** Opening Material provided block **

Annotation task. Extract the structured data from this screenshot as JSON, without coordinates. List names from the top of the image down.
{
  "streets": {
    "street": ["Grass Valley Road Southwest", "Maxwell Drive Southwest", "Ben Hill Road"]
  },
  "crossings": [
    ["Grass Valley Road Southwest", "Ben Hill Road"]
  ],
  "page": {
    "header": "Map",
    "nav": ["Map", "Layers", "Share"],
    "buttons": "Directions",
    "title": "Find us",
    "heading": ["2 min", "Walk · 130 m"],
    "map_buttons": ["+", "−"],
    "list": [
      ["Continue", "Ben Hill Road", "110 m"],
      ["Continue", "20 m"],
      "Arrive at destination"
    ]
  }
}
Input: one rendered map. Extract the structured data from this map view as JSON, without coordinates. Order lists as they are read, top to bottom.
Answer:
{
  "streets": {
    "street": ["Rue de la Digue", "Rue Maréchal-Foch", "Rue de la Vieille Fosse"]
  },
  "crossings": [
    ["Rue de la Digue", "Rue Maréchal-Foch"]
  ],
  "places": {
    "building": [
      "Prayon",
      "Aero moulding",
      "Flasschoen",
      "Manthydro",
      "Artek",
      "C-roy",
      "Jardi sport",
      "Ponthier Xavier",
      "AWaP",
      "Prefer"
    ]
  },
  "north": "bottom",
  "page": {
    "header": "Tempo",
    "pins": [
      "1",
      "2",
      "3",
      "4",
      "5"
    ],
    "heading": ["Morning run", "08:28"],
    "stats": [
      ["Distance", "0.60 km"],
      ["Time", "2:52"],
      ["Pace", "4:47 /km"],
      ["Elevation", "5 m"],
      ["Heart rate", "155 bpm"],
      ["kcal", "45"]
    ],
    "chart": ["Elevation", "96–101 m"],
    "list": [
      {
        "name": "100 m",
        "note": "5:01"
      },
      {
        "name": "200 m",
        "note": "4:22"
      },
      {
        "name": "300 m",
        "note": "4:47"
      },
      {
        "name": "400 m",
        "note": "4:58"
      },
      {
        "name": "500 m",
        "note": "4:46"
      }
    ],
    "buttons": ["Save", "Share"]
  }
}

** Closing Material provided block **

Work task:
May I have exactly the lines from the one containing "Input: one rendered" through the last line of the data, both included?

Exercise output:
Input: one rendered map. Extract the structured data from this map view as JSON, without coordinates. Order lists as they are read, top to bottom.
Answer:
{
  "streets": {
    "street": ["Rue de la Digue", "Rue Maréchal-Foch", "Rue de la Vieille Fosse"]
  },
  "crossings": [
    ["Rue de la Digue", "Rue Maréchal-Foch"]
  ],
  "places": {
    "building": [
      "Prayon",
      "Aero moulding",
      "Flasschoen",
      "Manthydro",
      "Artek",
      "C-roy",
      "Jardi sport",
      "Ponthier Xavier",
      "AWaP",
      "Prefer"
    ]
  },
  "north": "bottom",
  "page": {
    "header": "Tempo",
    "pins": [
      "1",
      "2",
      "3",
      "4",
      "5"
    ],
    "heading": ["Morning run", "08:28"],
    "stats": [
      ["Distance", "0.60 km"],
      ["Time", "2:52"],
      ["Pace", "4:47 /km"],
      ["Elevation", "5 m"],
      ["Heart rate", "155 bpm"],
      ["kcal", "45"]
    ],
    "chart": ["Elevation", "96–101 m"],
    "list": [
      {
        "name": "100 m",
        "note": "5:01"
      },
      {
        "name": "200 m",
        "note": "4:22"
      },
      {
        "name": "300 m",
        "note": "4:47"
      },
      {
        "name": "400 m",
        "note": "4:58"
      },
      {
        "name": "500 m",
        "note": "4:46"
      }
    ],
    "buttons": ["Save", "Share"]
  }
}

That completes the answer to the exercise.